Location
- 92 Glancaster Road Ancaster, Ontario, L9G 3K9 Canada 43°12′27″N 79°55′53″W﻿ / ﻿43.2076°N 79.9315°W

Information
- School type: High school
- Religious affiliation: Independent Christian
- Founded: 1956
- Principal: Duncan Todd
- Grades: 9 – 12
- Enrolment: 450 (February 2019)
- Language: English
- Team name: Knights
- Website: hdch.org

= Hamilton District Christian High School =

Hamilton District Christian High is an independent Christian day school in Ancaster, Ontario Canada. As a registered private school with the Ontario Ministry of Education the school provides a curriculum that follows Ministry guidelines and standards through a Christ-centred, project-based learning approach. The academic program runs from grade 9 to grade 12.

== History ==
Established in 1956 by members of the Christian Reformed Church in North America, the student population represents a variety of over twenty different Christian denominations. Approximately 10% of the student body is made up of international students.

Timeline
- 1956: Hamilton District Christian High (HDCH) is established inside Calvin Christian School
- 1961: HDCH moves to the Athens Street campus
- 1989: HDCH builds a new school at Glancaster Road, Ancaster
- 2016: Glancaster campus is renovated with the addition of the Grove and the Atrium

== Athletics ==
HDCH's sports teams are called the Knights, and are particularly strong in soccer, volleyball, beach volleyball, basketball and track and field.
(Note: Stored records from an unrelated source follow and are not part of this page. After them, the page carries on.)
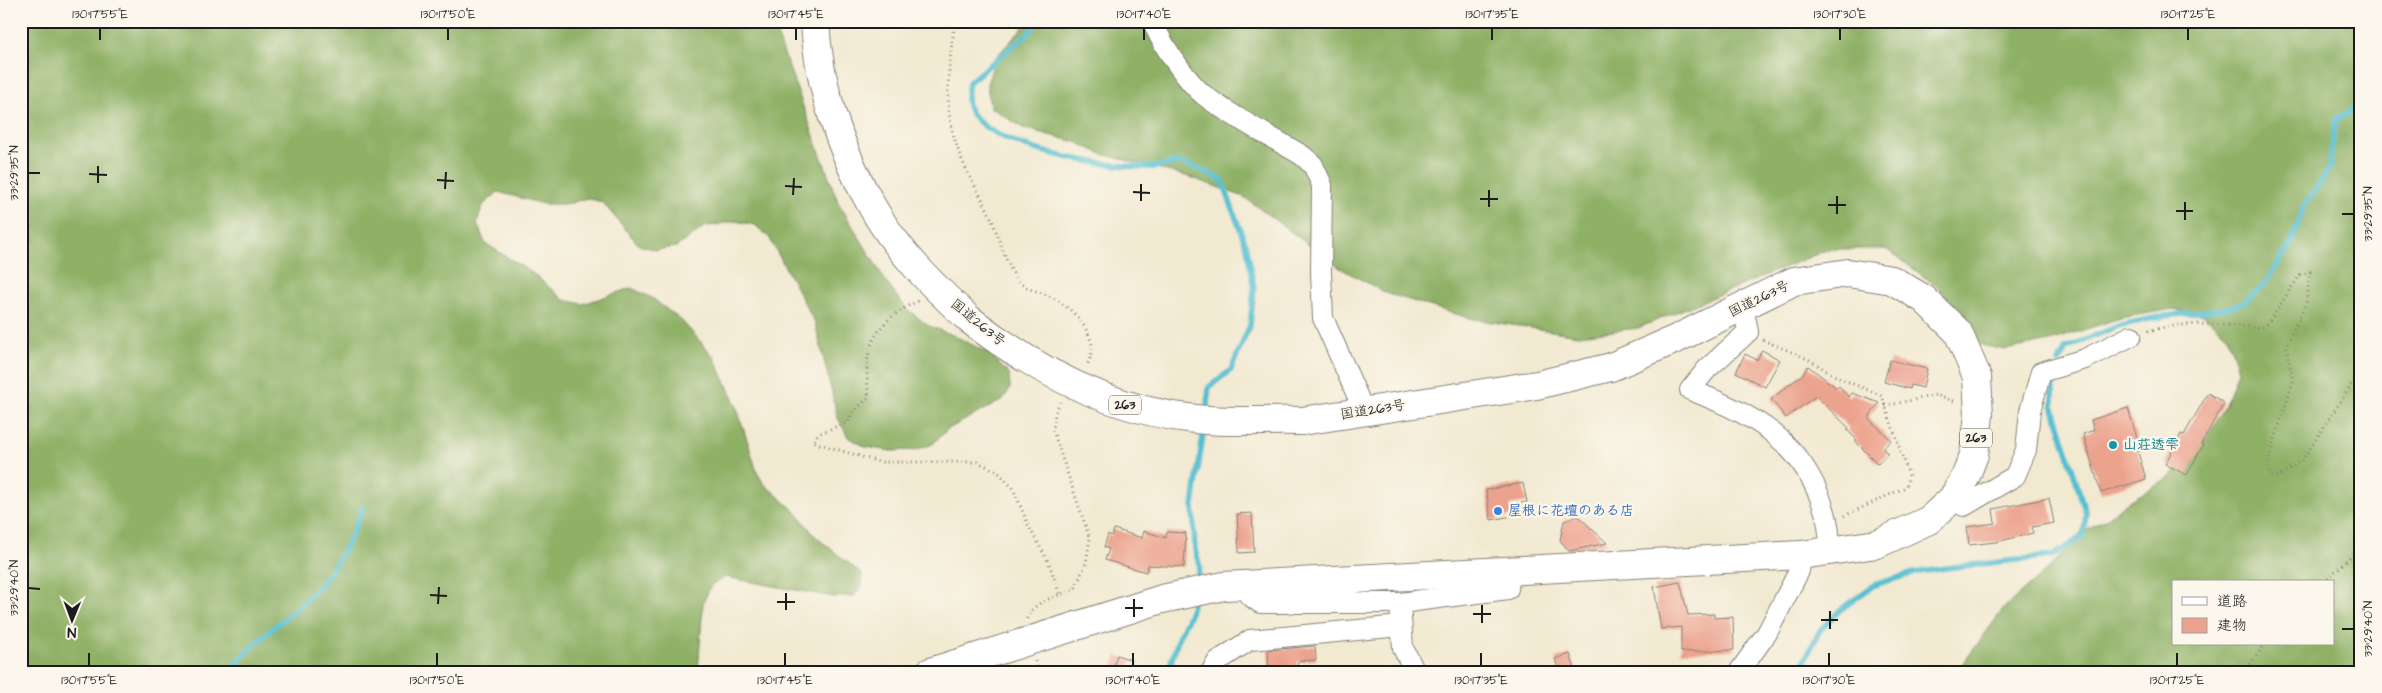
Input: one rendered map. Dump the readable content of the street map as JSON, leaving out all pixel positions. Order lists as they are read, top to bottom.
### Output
{
  "streets": {
    "highway": ["国道263号", "263"]
  },
  "places": ["山荘透雫", "屋根に花壇のある店"],
  "legend": ["道路", "建物"],
  "north": "bottom",
  "coordinates": [
    "130°17'55\"E",
    "130°17'50\"E",
    "130°17'45\"E",
    "130°17'40\"E",
    "130°17'35\"E",
    "130°17'30\"E",
    "130°17'25\"E",
    "33°29'35\"N",
    "33°29'40\"N"
  ]
}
In addition, the Knights field teams in hockey, slo-pitch, lacrosse, badminton, ski, snowboard and golf. HDCH participates in the HWIAC and competes in Zone 1 of the Southern Ontario Secondary Schools Association, part of the Ontario Federation of School Athletic Associations. The school is also a member the Ontario Christian Secondary School Athletic Association and competes with member Christian high schools from all over Ontario.

=== Class projects ===
- A nine-hold Disc Golf course was designed and built by students on campus in 2017.
- Four beach volleyball courts were planned and built at Hamilton District Christian High as a class project in 2018.